Sans doute parce qu’en 2016, j’avais signé un éditorial intitulé «Relançons les jumelages» et qui traitait déjà de la façon cavalière avec laquelle Trois-Rivières s’est séparée de Tours – ville jumelle de Trois-Rivières avant la fusion – et de Châteaudun – ville jumelle de Cap-de-la-Madeleine à la même époque.
Sa curiosité piquée par la conversation qu’il a eue avec le maire de Châteaudun, Monsieur Fournier a fouillé un peu sur le web et il a, en effet, retrouvé la trace de cet éditorial.

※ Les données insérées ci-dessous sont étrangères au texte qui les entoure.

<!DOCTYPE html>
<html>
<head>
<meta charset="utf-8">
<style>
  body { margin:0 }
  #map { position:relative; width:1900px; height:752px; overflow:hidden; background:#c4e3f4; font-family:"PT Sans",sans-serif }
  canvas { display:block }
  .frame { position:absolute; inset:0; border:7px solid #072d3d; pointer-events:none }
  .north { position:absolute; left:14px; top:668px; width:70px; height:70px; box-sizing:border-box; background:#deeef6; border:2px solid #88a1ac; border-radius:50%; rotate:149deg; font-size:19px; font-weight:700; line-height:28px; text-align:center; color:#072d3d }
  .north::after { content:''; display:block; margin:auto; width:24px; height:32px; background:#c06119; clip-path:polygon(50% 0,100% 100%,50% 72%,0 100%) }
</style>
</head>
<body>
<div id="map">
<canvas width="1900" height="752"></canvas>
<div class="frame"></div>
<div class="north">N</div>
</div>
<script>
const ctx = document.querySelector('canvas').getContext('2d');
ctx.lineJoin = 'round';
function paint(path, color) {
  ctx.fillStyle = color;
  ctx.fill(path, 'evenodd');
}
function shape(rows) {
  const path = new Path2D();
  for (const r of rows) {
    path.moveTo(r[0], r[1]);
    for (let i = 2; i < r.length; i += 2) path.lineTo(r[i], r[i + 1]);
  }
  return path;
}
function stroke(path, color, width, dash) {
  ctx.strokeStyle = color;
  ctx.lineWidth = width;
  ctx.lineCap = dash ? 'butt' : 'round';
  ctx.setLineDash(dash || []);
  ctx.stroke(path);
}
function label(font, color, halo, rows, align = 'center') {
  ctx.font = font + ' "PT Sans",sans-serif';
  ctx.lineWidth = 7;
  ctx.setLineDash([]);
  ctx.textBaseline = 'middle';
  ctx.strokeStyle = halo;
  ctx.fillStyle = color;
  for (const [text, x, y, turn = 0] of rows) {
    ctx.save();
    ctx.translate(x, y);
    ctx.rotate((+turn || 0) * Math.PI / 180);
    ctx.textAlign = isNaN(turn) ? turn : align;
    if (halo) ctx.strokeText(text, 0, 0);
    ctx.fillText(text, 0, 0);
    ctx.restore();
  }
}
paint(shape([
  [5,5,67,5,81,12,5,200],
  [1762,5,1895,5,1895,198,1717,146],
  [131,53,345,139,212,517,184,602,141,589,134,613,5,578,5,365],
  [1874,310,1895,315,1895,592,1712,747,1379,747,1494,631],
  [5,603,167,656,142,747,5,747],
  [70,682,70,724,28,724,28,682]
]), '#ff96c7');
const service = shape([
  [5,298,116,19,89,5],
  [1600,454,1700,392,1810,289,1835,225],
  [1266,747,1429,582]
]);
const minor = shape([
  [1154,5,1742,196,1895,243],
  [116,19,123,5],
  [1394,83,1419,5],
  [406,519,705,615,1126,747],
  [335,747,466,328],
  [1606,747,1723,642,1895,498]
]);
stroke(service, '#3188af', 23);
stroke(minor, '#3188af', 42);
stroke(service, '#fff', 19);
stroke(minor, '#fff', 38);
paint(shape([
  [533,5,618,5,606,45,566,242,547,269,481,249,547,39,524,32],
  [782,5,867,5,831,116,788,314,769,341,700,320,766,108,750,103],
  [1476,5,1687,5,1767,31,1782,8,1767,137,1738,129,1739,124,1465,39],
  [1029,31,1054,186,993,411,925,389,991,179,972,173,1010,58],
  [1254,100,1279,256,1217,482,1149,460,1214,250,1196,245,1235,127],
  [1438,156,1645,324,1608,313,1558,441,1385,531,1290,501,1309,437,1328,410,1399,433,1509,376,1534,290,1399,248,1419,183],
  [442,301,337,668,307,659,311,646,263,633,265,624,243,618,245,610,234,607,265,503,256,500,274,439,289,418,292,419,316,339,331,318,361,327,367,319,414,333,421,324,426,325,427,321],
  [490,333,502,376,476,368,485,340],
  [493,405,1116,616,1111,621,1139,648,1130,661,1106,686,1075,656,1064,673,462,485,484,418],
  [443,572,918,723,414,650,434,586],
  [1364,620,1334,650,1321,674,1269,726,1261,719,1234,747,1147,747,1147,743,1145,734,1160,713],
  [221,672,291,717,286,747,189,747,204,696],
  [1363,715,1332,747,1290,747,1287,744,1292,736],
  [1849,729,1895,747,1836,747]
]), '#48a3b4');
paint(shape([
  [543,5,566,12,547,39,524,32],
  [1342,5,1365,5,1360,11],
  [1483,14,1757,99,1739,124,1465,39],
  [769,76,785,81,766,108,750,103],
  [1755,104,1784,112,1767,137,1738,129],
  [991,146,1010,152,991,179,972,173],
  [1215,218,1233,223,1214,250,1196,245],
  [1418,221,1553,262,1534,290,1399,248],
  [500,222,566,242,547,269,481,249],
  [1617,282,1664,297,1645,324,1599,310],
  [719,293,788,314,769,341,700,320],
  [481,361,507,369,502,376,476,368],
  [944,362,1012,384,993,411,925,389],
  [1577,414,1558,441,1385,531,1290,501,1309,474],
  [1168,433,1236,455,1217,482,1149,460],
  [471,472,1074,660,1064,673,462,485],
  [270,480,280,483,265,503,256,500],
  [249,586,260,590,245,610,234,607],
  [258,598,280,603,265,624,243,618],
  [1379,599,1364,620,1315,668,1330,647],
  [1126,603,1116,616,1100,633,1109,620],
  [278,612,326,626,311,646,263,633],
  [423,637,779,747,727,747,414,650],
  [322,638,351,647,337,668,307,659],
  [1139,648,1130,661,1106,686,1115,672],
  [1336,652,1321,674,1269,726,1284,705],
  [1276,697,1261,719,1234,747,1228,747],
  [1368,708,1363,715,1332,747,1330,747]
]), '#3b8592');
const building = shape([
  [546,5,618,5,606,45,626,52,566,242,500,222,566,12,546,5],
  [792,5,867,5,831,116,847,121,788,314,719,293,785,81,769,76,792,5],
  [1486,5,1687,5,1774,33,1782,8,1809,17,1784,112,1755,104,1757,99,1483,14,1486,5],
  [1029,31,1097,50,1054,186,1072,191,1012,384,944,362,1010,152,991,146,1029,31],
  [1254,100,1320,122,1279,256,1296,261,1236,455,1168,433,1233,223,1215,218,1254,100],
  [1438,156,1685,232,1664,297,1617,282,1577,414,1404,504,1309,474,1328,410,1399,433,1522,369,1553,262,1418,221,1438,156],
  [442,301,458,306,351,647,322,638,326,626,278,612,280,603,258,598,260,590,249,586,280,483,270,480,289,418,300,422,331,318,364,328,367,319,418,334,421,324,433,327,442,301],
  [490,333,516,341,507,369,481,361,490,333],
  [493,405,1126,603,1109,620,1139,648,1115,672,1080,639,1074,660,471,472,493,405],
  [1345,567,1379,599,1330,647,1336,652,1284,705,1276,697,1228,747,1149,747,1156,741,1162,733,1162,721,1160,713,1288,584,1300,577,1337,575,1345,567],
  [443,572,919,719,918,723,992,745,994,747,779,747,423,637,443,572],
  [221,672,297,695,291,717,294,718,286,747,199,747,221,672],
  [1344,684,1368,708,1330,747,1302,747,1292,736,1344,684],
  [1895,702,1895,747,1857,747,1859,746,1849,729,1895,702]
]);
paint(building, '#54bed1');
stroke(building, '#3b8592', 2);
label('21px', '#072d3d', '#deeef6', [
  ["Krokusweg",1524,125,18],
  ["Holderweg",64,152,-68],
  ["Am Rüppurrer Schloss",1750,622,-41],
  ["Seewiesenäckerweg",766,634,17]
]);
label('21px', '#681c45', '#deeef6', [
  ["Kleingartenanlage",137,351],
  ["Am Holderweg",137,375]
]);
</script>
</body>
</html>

J’y faisais mention de l’effritement des amitiés transatlantiques que des élus et des citoyens ont construites par le passé. Ça peut devenir plus pratique qu’on pense lorsque vient le temps, par exemple, de faire de la prospection économique à l’international, en France plus particulièrement. À ce chapitre, mis à part quelques missions ponctuelles qui ne donnent rien de durable, Trois-Rivières fait encore piètre figure.
Il suffit de comparer la vitalité avec laquelle Drummondville entretient son jumelage avec La Roche-sur-Yon, dans les Pays-de-la-Loire, pour constater à quel point Trois-Rivières passe à côté d’un outil intéressant.

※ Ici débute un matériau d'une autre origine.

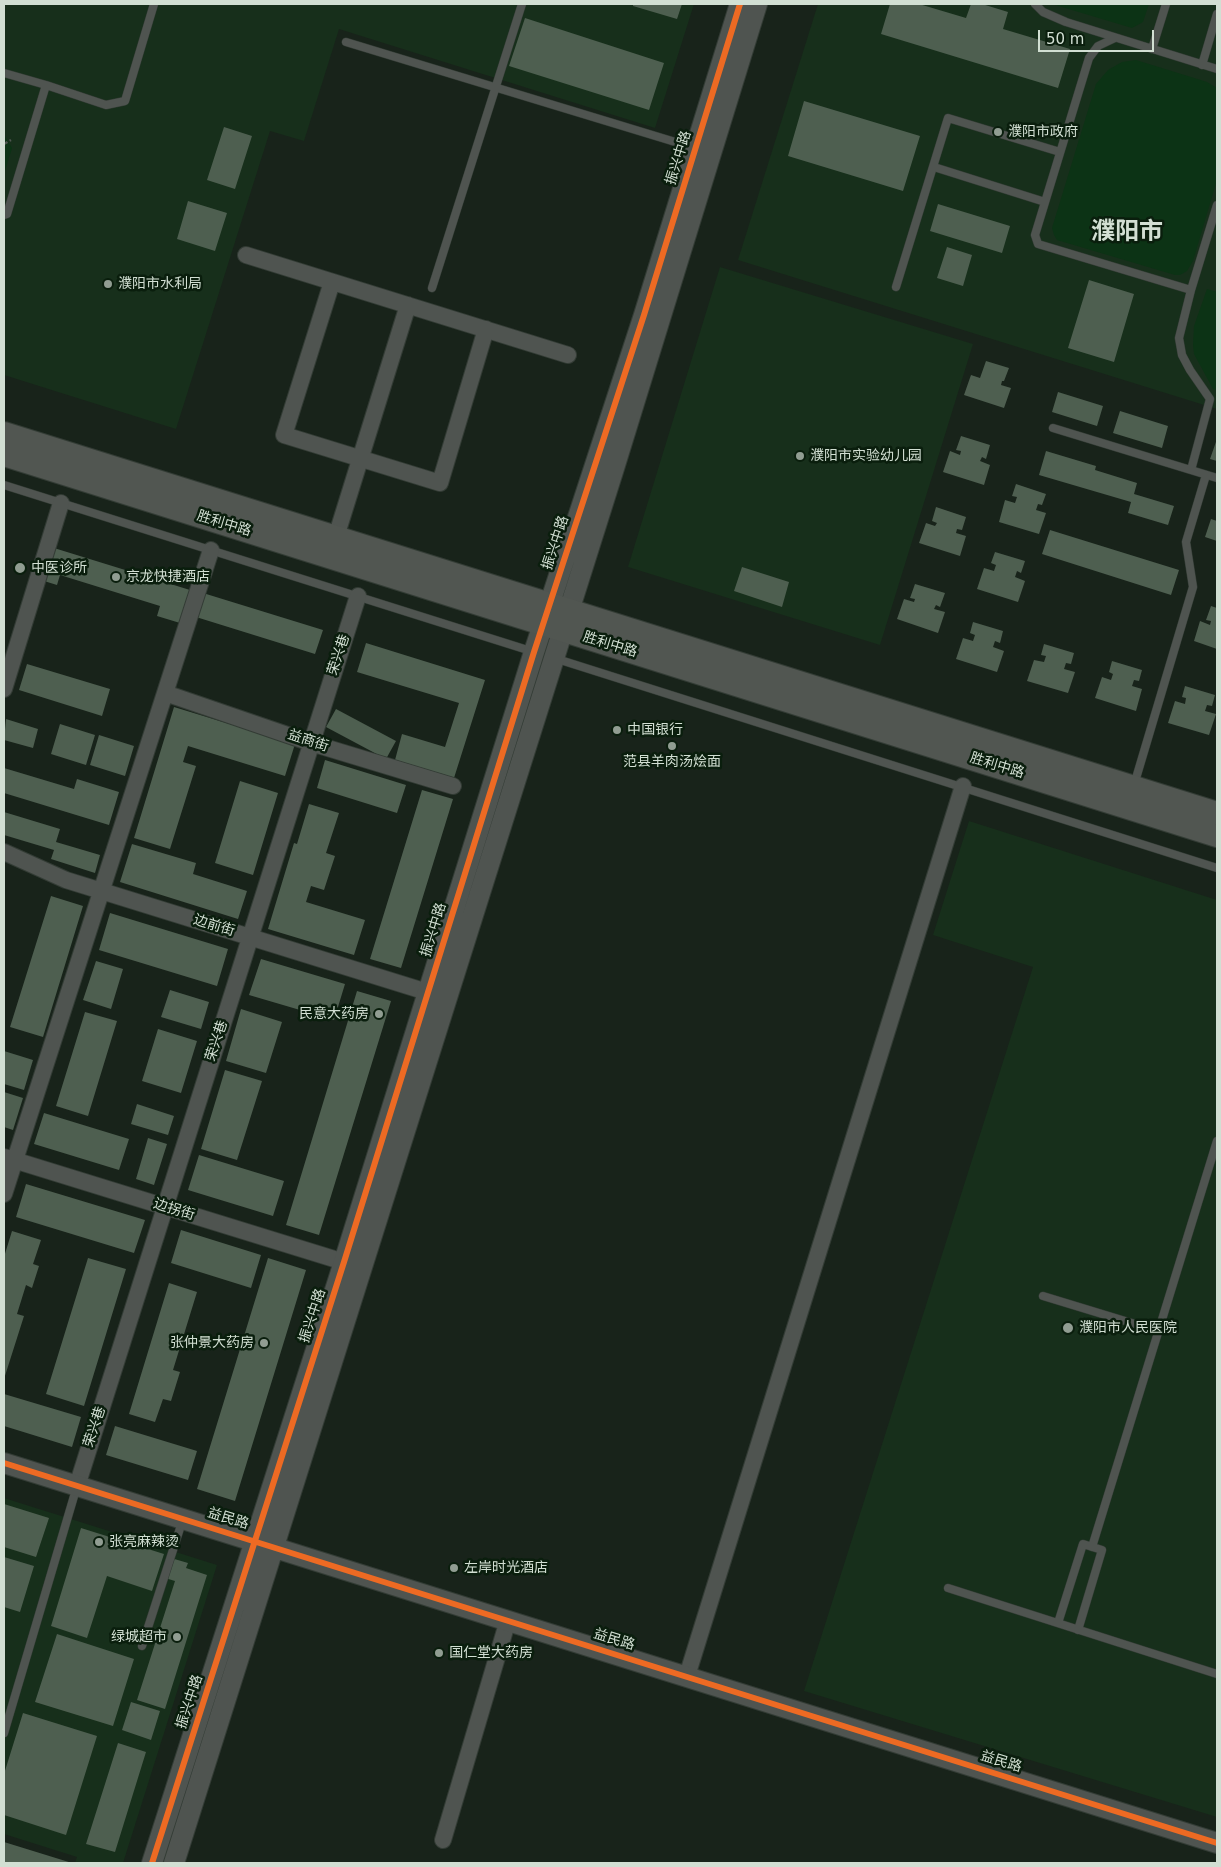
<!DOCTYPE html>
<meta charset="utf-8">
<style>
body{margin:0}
#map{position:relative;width:1221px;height:1867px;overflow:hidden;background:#18231a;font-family:"DejaVu Sans",sans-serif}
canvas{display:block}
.frame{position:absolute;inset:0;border:5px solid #d2dfd3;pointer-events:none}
.scale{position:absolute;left:1038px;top:30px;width:116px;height:22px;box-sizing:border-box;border:2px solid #d2dfd3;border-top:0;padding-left:6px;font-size:15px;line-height:18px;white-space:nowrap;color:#d2dfd3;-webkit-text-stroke:4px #0a1e0d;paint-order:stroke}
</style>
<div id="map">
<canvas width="1221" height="1867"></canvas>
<div class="frame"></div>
<div class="scale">50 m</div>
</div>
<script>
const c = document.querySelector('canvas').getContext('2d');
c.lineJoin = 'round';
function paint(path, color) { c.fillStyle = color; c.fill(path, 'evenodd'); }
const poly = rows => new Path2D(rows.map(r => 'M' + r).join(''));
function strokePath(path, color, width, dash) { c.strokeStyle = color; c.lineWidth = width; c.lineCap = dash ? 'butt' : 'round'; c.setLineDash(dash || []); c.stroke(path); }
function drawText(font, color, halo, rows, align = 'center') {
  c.font = font + ' "DejaVu Sans","Noto Sans SC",sans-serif'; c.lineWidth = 5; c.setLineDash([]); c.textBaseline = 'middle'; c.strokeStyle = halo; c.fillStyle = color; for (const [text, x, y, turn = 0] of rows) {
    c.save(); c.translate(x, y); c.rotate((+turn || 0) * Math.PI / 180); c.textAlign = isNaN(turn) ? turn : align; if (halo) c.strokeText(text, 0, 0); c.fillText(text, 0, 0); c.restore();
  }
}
const built = poly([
 [4,4,694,4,655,128,339,29,304,141,270,131,176,429,4,375],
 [818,4,1217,4,1217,409,738,260],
 [720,267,973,344,880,645,628,567],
 [969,821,1217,900,1217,1817,804,1691,1033,967,933,935],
 [4,1498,217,1565,123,1863,75,1863,77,1857,4,1834]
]);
const green = poly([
 [1052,4,1149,4,1143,22,1132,28],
 [1136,60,1207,82,1217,88,1217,180,1193,261,1187,271,1180,275,1175,275,1057,240,1054,235,1052,228,1096,84,1108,70,1122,62],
 [4,135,12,148,4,174],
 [1207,289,1217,292,1217,390,1213,389,1194,354,1193,345,1194,326]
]);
const building = poly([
 [633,4,682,4,677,19,633,6],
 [890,4,919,4,966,18,971,4,982,4,1008,12,1003,29,1070,49,1058,88,881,34],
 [525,18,664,63,649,110,509,66],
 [804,101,920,136,903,191,788,156],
 [224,127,252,136,235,189,207,180],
 [188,201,227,213,215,251,177,239],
 [938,204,1010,226,1002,253,930,231],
 [947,247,972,255,963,286,937,278],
 [1089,280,1134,294,1114,362,1068,348],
 [986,361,1009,368,1004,381,1002,381,1001,385,1011,388,1004,408,964,395,971,375,980,378],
 [1058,392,1103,406,1097,426,1052,412],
 [1120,411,1168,426,1162,448,1113,433],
 [961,436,990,445,986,459,982,457,980,461,990,465,984,485,943,472,950,451,960,455,961,451,956,450],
 [1217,439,1217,461,1210,459],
 [1046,451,1096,466,1095,470,1137,483,1134,494,1174,506,1168,525,1128,513,1131,502,1039,475],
 [1016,484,1046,494,1042,505,1038,504,1036,510,1046,513,1039,534,999,522,1005,500,1015,503,1017,497,1012,496],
 [936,507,966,517,962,530,957,529,956,533,966,536,960,556,919,543,926,523,935,526,937,523,932,521],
 [1211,519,1217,521,1217,541,1205,537],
 [1050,530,1179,570,1171,595,1042,554],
 [54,548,190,590,180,623,157,616,160,606,60,575,57,585,44,581],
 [995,552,1025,561,1021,573,1017,571,1015,577,1025,581,1018,602,977,589,984,568,994,571,996,565,991,563],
 [742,567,789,582,782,607,734,591],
 [915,584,945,593,940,607,936,605,934,609,945,612,938,633,897,619,904,599,914,602,915,599,910,598],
 [203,593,323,630,315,654,196,617],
 [1211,606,1217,608,1217,649,1194,641,1200,621,1210,625,1211,621,1206,620],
 [973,622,1003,631,1000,643,995,641,993,647,1004,651,997,672,956,659,963,638,973,641,975,635,970,633],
 [366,643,485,680,454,778,395,760,402,734,445,747,459,703,357,672],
 [1044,644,1074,653,1071,664,1066,663,1064,669,1075,672,1068,693,1027,681,1034,660,1044,662,1046,656,1041,655],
 [1112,661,1142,670,1139,681,1134,680,1132,686,1142,689,1136,711,1095,698,1102,677,1111,680,1113,674,1109,672],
 [27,664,110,689,102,716,19,690],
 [1185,686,1215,695,1212,706,1207,705,1205,711,1216,714,1209,735,1168,723,1175,701,1185,704,1186,698,1182,697],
 [174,707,295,744,285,776,188,746,183,762,196,766,170,849,134,838],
 [336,709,396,741,386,759,326,727],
 [6,719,38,729,33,748,4,740],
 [60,724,95,735,86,765,51,754],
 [99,735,134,746,125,776,90,765],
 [325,760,406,785,397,813,317,788],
 [4,768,74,789,77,779,119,792,109,825,4,793],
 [240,781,278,793,253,875,215,863],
 [422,790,453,799,401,968,370,959],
 [309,804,339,813,326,853,335,856,324,890,311,886,306,902,365,920,354,955,268,929,294,843,297,844],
 [4,812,60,829,56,842,100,855,95,873,51,859,54,850,4,835],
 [132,844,196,863,193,874,247,891,238,919,120,882],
 [51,896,83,906,43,1037,10,1027],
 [110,913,228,949,217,986,99,950],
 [261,959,345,984,334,1020,249,995],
 [96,961,123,969,111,1009,83,1000],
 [170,990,209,1002,201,1029,161,1017],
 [357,991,391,1001,319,1235,286,1225],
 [241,1009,282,1022,266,1073,226,1061],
 [85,1012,117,1021,88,1116,56,1106],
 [158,1029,197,1041,181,1093,142,1081],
 [4,1051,33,1060,24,1090,4,1084],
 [225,1070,262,1081,237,1160,201,1149],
 [4,1092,23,1098,13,1130,4,1127],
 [137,1104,174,1116,168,1135,131,1124],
 [44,1113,129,1139,119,1170,34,1144],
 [148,1138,167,1144,154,1185,136,1179],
 [199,1155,284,1181,273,1216,188,1190],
 [26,1184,145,1220,134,1253,16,1217],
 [181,1230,261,1255,251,1288,171,1263],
 [12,1231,41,1240,33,1264,39,1266,32,1288,26,1285,17,1314,24,1316,4,1379,4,1257],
 [88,1258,126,1269,84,1406,46,1394],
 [268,1258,306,1270,235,1501,197,1489],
 [169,1283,197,1292,173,1370,180,1372,171,1401,163,1399,155,1422,129,1414],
 [4,1394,81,1417,72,1447,4,1426],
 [115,1426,197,1451,188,1480,106,1455],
 [4,1504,49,1518,36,1557,4,1547],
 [81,1528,164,1554,152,1591,107,1576,87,1638,51,1626],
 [4,1557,34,1566,20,1612,4,1607],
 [171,1558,188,1563,186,1568,207,1575,165,1709,137,1700,175,1581,165,1578],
 [57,1634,134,1659,113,1726,35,1702],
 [131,1702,160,1711,151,1740,122,1730],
 [23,1713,97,1736,66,1835,4,1815,4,1774],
 [118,1743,146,1752,115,1852,86,1844],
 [4,1842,72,1863,4,1863]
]);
const path = poly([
 [4,144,11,140]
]);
const service = poly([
 [1035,4,1043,12,1066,22,1217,69],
 [1115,38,1098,46,1089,58,1035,235,1038,244,1191,290],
 [346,42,695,148],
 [1152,49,1166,4],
 [1202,65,1217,14],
 [4,73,46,85,7,214,4,215],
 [46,85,106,105,125,101,154,4],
 [934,167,1045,202],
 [896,287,948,118,1060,152],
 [432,288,522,4],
 [1053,428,1217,478],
 [1191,470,1210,399,1190,370,1182,355,1179,338,1191,290,1217,205],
 [4,485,534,652],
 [554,658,1217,868],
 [1134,785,1193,587,1186,542,1206,475],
 [1043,1296,1158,1331],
 [1092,1547,1217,1141],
 [948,1588,1217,1674],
 [1058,1623,1083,1544,1102,1550,1078,1630],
 [142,1646,183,1519],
 [4,1733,77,1486]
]);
const minor = poly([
 [246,255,568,355],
 [332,282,284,435,440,483,486,329],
 [336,537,408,305],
 [4,689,61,503],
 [165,693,311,743,453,786],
 [4,852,66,880,427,992],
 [4,1157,344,1262],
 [4,1194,211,550],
 [77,1486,358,596],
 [687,1676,963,786],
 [443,1840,508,1620]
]);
const tertiary = poly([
 [4,1463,1217,1843],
 [152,1863,344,1262,534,652,644,315,740,4],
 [174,1863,615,465,757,4]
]);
const secondary = poly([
 [4,433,1217,813],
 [4,455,1217,836]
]);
const cycleway = poly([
 [4,1463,1217,1843],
 [152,1863,344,1262,534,652,644,315,740,4]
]);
const markers = [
 [998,132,5,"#919d92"],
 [108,284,5,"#919d92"],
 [800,456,5,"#919d92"],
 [20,568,6,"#919d92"],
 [116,577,5,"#919d92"],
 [617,730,5,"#919d92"],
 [672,746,5,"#919d92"],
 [379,1014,5,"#919d92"],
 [1068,1328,6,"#919d92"],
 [264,1343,5,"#919d92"],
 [99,1542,5,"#919d92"],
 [454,1568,5,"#919d92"],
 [177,1637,5,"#919d92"],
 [439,1653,5,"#919d92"]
];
const poiNames = [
 ["濮阳市政府",1008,132],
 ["濮阳市水利局",118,284],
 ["濮阳市实验幼儿园",810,456],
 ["中医诊所",31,568],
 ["京龙快捷酒店",126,577],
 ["中国银行",627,730],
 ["范县羊肉汤烩面",672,762,"center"],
 ["民意大药房",369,1014,"right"],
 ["濮阳市人民医院",1079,1328],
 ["张仲景大药房",254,1343,"right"],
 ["张亮麻辣烫",109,1542],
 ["左岸时光酒店",464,1568],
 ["绿城超市",167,1637,"right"],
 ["国仁堂大药房",449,1653]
];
const streetNames = [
 ["振兴中路",679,158,-73],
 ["胜利中路",224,524,17],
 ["振兴中路",556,543,-72],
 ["胜利中路",610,645,17],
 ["荣兴巷",339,655,-72],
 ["益商街",308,741,18],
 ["胜利中路",997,766,17],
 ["边前街",214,926,17],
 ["振兴中路",434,930,-73],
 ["荣兴巷",217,1041,-72],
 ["边拐街",174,1210,17],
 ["振兴中路",313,1316,-72],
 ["荣兴巷",95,1427,-72],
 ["益民路",228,1519,17],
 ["益民路",614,1640,17],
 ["振兴中路",190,1702,-72],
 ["益民路",1001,1762,17]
];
const townNames = [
 ["濮阳市",1127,233]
];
paint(built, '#172f1b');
paint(green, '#0c3315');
paint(building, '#4e5f50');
strokePath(service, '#333c35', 9);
strokePath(minor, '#333c35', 18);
strokePath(tertiary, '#333c35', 22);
strokePath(secondary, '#333c35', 24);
strokePath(path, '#505651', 2.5, [4, 2.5]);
strokePath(service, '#4f5450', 8);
strokePath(minor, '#4f5450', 16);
strokePath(tertiary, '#4f5450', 20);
strokePath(secondary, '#515651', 22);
strokePath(cycleway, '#ed6a23', 6);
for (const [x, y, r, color] of markers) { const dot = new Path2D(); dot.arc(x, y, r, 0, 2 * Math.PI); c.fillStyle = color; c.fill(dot); strokePath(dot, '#0a1e0d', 2); }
drawText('14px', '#d2dfd3', '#0a1e0d', poiNames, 'left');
drawText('14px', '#d2dfd3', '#0a1e0d', streetNames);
drawText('bold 24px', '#d2dfd3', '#0a1e0d', townNames);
</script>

Le jumelage entre Trois-Rivières et Tours a été scellé officiellement en 1973 et il repose essentiellement sur un lien historique fort. C’est à Tours qu’est née Marie de l’Incarnation, religieuse qui a quitté la France pour le Canada en 1639, afin de fonder une communauté des Ursulines à Québec. Cinquante-huit ans plus tard, des ursulines de Québec viennent fonder un monastère à Trois-Rivières.
Le jumelage entre l’ancienne ville de Cap-de-la-Madeleine et la ville de Châteaudun, dans la région Centre–Val de Loire, a été conclu avant celui de Trois-Rivières avec Tours. Le 9 juillet 1971, le protocole de jumelage des deux villes a été signé par les maires J.-Réal Desrosiers de Cap-de-la-Madeleine et Paul Gauchery de Châteaudun.
Là aussi c’est une page d’histoire qui a servi à jeter les bases du jumelage. En 1636, alors que le roi Louis XIV avait concédé la seigneurie de La Madeleine à Jacques de La Ferté, abbé de La Madeleine à Châteaudun. Depuis, le nom de Châteaudun a longtemps été associé au quartier Sainte-Bernadette, à Cap-de-la-Madeleine, et lors de la fusion, on a donné le nom de Châteaudun à un district électoral municipal de la nouvelle ville. La toponymie trifluvienne rend aussi hommage à l’abbé Jacques de La Ferté, ainsi qu’au maire Paul Gauchery, qui a scellé le jumelage en 1971.
Fait intéressant à noter, la toponymie de la ville de Châteaudun rend aussi hommage à Cap-de-la-Madeleine, puisqu’on a choisi de donner ce nom à la place publique qui jouxte l’église de La Madeleine.
C’est dire à quel point les villes françaises et québécoises étaient fières de conclure des ententes de jumelage et de les rendre vivantes et visibles.
Longtemps, de tels jumelages se concrétisaient surtout par des échanges culturels, des amitiés réciproques et quelques étudiants qui s’échangeaient des emplois d’été. Mais dans une perspective de développement économique, ils pourraient prendre une toute nouvelle dimension.
Aujourd’hui, Tours et Châteaudun se sentent un peu laissées de côté.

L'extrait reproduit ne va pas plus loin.